The PEP champion then emails the PEP editor <peps(a)python.org> with
a proposed title and a rough, but fleshed out, draft of the PEP.
This draft must be written in PEP style as described below.
If the PEP editor approves, he will assign the PEP a number, label
it as standards track or informational, give it status 'draft',
and create and check-in the initial draft of the PEP. The PEP
editor will not unreasonably deny a PEP. Reasons for denying PEP
status include duplication of effort, being technically unsound,
not providing proper motivation or addressing backwards
compatibility, or not in keeping with the Python philosophy. The
BDFL (Benevolent Dictator for Life, Guido van Rossum) can be
consulted during the approval phase, and is the final arbitrator
of the draft's PEP-ability.
If a pre-PEP is rejected, the author may elect to take the pre-PEP
to the comp.lang.python newsgroup (a.k.a. python-list(a)python.org
mailing list) to help flesh it out, gain feedback and consensus
from the community at large, and improve the PEP for
re-submission.
The author of the PEP is then responsible for posting the PEP to
the community forums, and marshaling community support for it. As
updates are necessary, the PEP author can check in new versions if
they have CVS commit permissions, or can email new PEP versions to
the PEP editor for committing.
Standards track PEPs consists of two parts, a design document and
a reference implementation. The PEP should be reviewed and
accepted before a reference implementation is begun, unless a
reference implementation will aid people in studying the PEP.

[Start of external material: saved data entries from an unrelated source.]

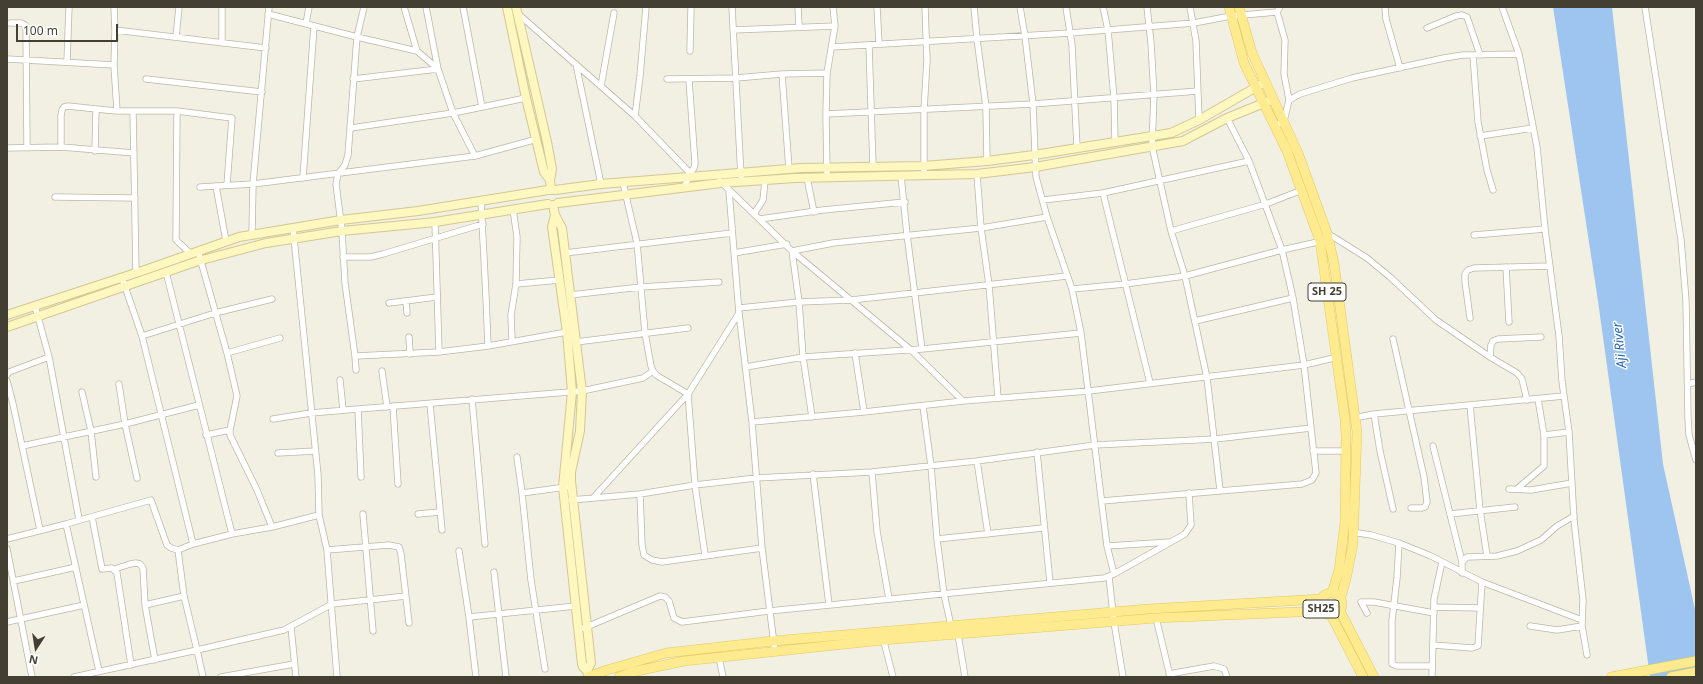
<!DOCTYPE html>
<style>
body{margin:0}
#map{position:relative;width:1703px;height:684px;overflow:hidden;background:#f2efe3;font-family:"Noto Sans",sans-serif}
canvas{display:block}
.frame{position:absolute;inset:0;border:8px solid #433f33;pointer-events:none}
.north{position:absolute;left:16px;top:628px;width:40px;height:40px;-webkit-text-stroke:3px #fff;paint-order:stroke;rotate:192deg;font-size:11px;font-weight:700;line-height:16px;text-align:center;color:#433f33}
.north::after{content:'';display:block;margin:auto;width:14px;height:18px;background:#433f33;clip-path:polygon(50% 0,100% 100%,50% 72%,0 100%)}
.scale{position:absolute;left:16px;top:24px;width:102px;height:18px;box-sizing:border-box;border:2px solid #433f33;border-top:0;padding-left:5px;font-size:12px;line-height:14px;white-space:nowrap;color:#433f33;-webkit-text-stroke:3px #fff;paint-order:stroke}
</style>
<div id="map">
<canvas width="1703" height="684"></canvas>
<div class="frame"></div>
<div class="north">N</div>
<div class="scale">100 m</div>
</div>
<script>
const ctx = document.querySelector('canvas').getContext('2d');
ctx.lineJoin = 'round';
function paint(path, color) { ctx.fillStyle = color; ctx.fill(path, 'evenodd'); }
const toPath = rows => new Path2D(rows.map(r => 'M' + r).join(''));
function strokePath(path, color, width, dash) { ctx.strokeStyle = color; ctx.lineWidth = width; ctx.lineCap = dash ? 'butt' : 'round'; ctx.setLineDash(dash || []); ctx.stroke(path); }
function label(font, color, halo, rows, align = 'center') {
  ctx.font = font + ' "Noto Sans",sans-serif'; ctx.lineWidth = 3; ctx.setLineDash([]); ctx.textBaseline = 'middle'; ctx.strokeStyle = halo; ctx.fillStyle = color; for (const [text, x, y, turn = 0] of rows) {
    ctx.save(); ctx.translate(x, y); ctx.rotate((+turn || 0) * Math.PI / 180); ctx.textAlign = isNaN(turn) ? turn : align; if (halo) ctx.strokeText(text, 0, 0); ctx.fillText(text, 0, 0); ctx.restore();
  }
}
const water = toPath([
 [1553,7,1612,7,1663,464,1696,614,1696,677,1650,677,1598,301]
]);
const street = toPath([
 [114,7,115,30],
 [364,7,357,37,348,155,345,165,338,174,336,184,342,231,345,283,355,356,439,352,488,346,567,332],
 [404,7,417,51],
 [463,7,482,107],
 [732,7,741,176],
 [798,7,799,26],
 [877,7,879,44],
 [974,7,977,39,986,107,987,161],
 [1020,7,1025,36,1033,104,1036,177,1047,217,1072,289,1081,333,1107,546,1114,574],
 [1066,7,1072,45,1077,147],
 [1103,7,1108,30,1114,98,1115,141],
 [1147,7,1151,43,1154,95,1152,146,1171,231,1185,276,1207,378,1220,490],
 [1190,7,1196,41,1199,120],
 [1385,7,1386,19,1400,68],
 [1502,7,1519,54,1537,147,1545,229,1559,336,1562,381,1569,432,1574,520,1583,600,1582,626,1587,655],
 [1645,7,1681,240,1686,301,1688,419,1689,435,1696,460],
 [1277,12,1280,7],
 [517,13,635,116,690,173],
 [268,14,357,37,417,51,438,69,426,7],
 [10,23,21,23,25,25,26,28,27,148],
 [306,24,309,7],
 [1427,28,1456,16,1462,15,1467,17,1480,55],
 [733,30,835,26],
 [176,37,179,7],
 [222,43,222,9],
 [869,45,873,167],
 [832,47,1070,33,1194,23,1231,16,1277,12,1285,40,1284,74,1289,100],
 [690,51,691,7],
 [1473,55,1478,122,1487,170,1493,190],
 [7,59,114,65],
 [67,62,69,7],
 [576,64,601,184],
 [782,74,827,73],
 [146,79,262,92],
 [353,79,438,69,453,113,475,156],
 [667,79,736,78,782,74,789,169],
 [601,86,614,13],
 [133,111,136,273],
 [177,111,176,240,190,253],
 [826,114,1033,104,1198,91],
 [635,116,640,76,646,7],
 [1275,126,1284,121,1289,100,1300,94,1352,78,1444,58,1463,55,1519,54],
 [351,128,453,113,526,98],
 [1480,136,1533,128],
 [61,147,61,116,62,110,64,107,68,106,96,109],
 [7,148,61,147,134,153],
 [95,151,96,109,117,111],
 [977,174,981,228,989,285,998,398],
 [924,175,924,110,927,60,925,7],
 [901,176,907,235,922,349],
 [303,178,314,26],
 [807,178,814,212],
 [827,178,826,114,827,73,835,26,833,7],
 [720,181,792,251,911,350,963,401],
 [623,183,637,243,645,333,651,366,653,371,656,375,688,394,695,485,705,555],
 [227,185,232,118,177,111,117,111,114,65,115,30,266,48],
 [216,186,226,241],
 [685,186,690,173,694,168,695,163,689,80],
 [200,187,253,184,475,156,537,139],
 [729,191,739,313,752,422,762,548,775,652],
 [1103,193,1150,383],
 [55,197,135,198],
 [1043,200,1103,193,1249,161],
 [481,201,486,297,488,346],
 [754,214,763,200,765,181],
 [1047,217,981,228,833,243,792,251,799,302,851,300,1067,276],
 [760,219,823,210,905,202],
 [435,222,439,352],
 [293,228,318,475,319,515,327,550,337,677],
 [1171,231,1266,204,1302,190],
 [1327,233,1367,258,1390,277,1436,320,1490,357,1517,373,1522,379,1527,400],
 [252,234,253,184,269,7],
 [1474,235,1545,229],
 [198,251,227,353,237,396,230,430,230,435,257,490,272,527],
 [565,253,732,233],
 [734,253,787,244],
 [343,257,371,257,383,254,483,224],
 [1506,267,1509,322],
 [166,272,232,534,193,544],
 [516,284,560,280],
 [1072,289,1125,284,1185,276,1282,250,1322,241],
 [570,295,641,287,719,282],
 [406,301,407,313],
 [389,303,437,297],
 [35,306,49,357,79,519],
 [739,308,799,302,803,357,812,417],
 [1470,318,1465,281,1465,274,1468,270,1474,268,1550,266],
 [1195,321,1293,298],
 [142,336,215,313,272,299],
 [409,337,410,354],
 [1393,339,1424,477,1427,502,1425,507,1422,508,1411,508],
 [512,341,511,315,516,284,517,237,513,209],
 [576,342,688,328],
 [227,353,280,338],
 [855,353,864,412],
 [355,356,356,370],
 [1490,357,1491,345,1493,341,1498,339,1541,337],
 [746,367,803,357,922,349,1081,333],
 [382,371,387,407],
 [7,375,9,372,49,357],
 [340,380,343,410],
 [7,381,13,404,40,530],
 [119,384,125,424,137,478],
 [1688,384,1696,382],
 [82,392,91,431,96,477],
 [472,399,485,544],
 [430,404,442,530],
 [1470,405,1480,510,1487,556],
 [393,406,398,484],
 [923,406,931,466,937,539,944,594,951,626],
 [358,409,361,477],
 [1374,414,1380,451,1393,509],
 [1354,418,1374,414,1564,396],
 [273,419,311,413,358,409,582,391,643,378,653,371],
 [752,422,864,412,963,401,1089,391,1304,365,1338,357],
 [206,435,230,430],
 [1544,435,1569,432],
 [22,446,125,424,199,405],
 [1433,446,1462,562],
 [1313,451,1346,451],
 [1037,452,1050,583],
 [278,453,315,451],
 [517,457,522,493,531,580,545,669],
 [977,461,988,534],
 [872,472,877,531,889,599],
 [813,474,829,605],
 [1518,488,1544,466,1544,435,1538,399],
 [1509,489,1531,490,1572,483],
 [522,493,566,487],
 [640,494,642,545,644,555,652,560,662,562,762,548],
 [593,498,688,394,739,313],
 [571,500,640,494,695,485,756,478,872,472,977,461,1095,445,1215,439,1311,428],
 [1102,501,1302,484,1312,480,1316,473,1304,365,1293,298,1282,250,1249,161,1227,118],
 [363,514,373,631],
 [418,514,440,512],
 [1450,514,1515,507],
 [92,517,102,569,112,568,117,573,131,665],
 [66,524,99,671],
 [1352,532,1371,535,1399,543,1431,556,1482,582,1582,620],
 [232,534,272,527,319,515],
 [7,539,66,524,151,500,167,545,171,548,178,550,193,544,142,336,122,278],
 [937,539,1043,528],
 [1399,543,1397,578,1392,621,1392,664,1397,666,1432,666],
 [1107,546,1170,542],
 [7,549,32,677],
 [178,550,184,596,197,650,284,630,332,604,406,596],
 [327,550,389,545,399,547,401,554,409,623],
 [459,551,469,617,576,606],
 [115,569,130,564,136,563,140,564,143,568,145,605,155,660],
 [494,572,506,677],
 [1462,573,1462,562,1467,557,1497,556,1517,551,1541,540,1557,526,1574,516],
 [1109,577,1114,622,1123,677],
 [14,581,76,567],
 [145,605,184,596],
 [1434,607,1480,608],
 [1367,613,1361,602,1374,602,1434,613],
 [469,617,476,677],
 [1156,618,1170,676],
 [7,622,84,605],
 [1530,626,1557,630,1582,626],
 [291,627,296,677],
 [584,628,660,596,665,597,669,601,674,618,682,622,769,611,1104,578,1114,574,1185,534,1191,525,1189,493],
 [958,634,965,677],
 [883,638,893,677],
 [1433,645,1472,648,1478,646,1482,582],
 [719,657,723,677],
 [1169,674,1214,666,1224,669,1227,677],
 [74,677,197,650,203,677],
 [221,677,294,664],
 [1432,677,1434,599,1442,562]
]);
const secondary = toPath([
 [507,7,526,98,544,172,550,180],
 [516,7,547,142,552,169,550,180,551,190],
 [555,190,601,184,801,168,923,166,987,161,1034,155,1171,133,1199,120,1265,82],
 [558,203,721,183,795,178,977,174,1035,167,1183,141,1227,118,1269,101],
 [553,205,555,215,562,228,582,391,580,431,571,472,571,481,591,663,587,671],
 [555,215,552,227,567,332,572,392,563,487,582,664,583,667,587,671,588,675],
 [7,315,142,271,239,237,341,220,418,211,548,190],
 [7,327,198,261,266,243,342,231,435,222,548,204]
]);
const primary = toPath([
 [1229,7,1244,63,1287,151,1320,241,1345,419,1346,436,1345,522,1339,570,1332,593],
 [1239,7,1252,53,1298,153,1327,233,1334,263,1357,432,1353,544,1346,579,1341,597],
 '1320 604a11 11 0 1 1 22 0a11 11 0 1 1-22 0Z',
 [1340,611,1374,677],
 [1331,615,1363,677],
 [588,677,607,670,666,653,773,641,1148,609,1321,599],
 [619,677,632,672,684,661,883,640,1156,618,1322,611],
 [1611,677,1696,661],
 [1671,677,1696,672]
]);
const shields = [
 [1327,292,38],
 [1321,609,36]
];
const shieldNames = [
 ["SH 25",1327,292],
 ["SH25",1321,609]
];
const waterNames = [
 ["Aji River",1620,345,-96]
];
paint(water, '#9ec5f0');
strokePath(street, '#bdb7a6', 7);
strokePath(secondary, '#d2c892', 10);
strokePath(primary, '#e3ca5f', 10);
strokePath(street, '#fff', 5.5);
strokePath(secondary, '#fff7c0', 8);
strokePath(primary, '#feeb8f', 9);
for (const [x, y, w] of shields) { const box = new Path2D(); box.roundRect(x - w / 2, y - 9, w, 18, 3); ctx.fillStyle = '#fff'; ctx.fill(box); strokePath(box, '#433f33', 1); }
label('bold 11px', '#433f33', null, shieldNames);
label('italic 13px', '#2d69ae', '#fff', waterNames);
</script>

Standards Track PEPs must include an implementation - in the form
of code, patch, or URL to same - before it can be considered
Final.
PEP authors are responsible for collecting community feedback on a
PEP before submitting it for review. A PEP that has not been
discussed on python-list(a)python.org and/or python-dev(a)python.org
will not be accepted. However, wherever possible, long open-ended
discussions on public mailing lists should be avoided. Strategies
to keep the discussions efficient include, setting up a separate
SIG mailing list for the topic, having the PEP author accept
private comments in the early design phases, etc. PEP authors
should use their discretion here.
Once the authors have completed a PEP, they must inform the PEP
editor that it is ready for review. PEPs are reviewed by the BDFL
and his chosen consultants, who may accept or reject a PEP or send
it back to the author(s) for revision.
Once a PEP has been accepted, the reference implementation must be
completed. When the reference implementation is complete and
accepted by the BDFL, the status will be changed to `Final.'
A PEP can also be assigned status `Deferred.' The PEP author or
editor can assign the PEP this status when no progress is being
made on the PEP. Once a PEP is deferred, the PEP editor can
re-assign it to draft status.
A PEP can also be `Rejected'. Perhaps after all is said and done
it was not a good idea. It is still important to have a record of
this fact.
PEPs can also be replaced by a different PEP, rendering the
original obsolete. This is intended for Informational PEPs, where
version 2 of an API can replace version 1.
PEP work flow is as follows:
Draft -> Accepted -> Final -> Replaced
^
+----> Rejected
v
Deferred
Some informational PEPs may also have a status of `Active' if they
are never meant to be completed. E.g. PEP 1.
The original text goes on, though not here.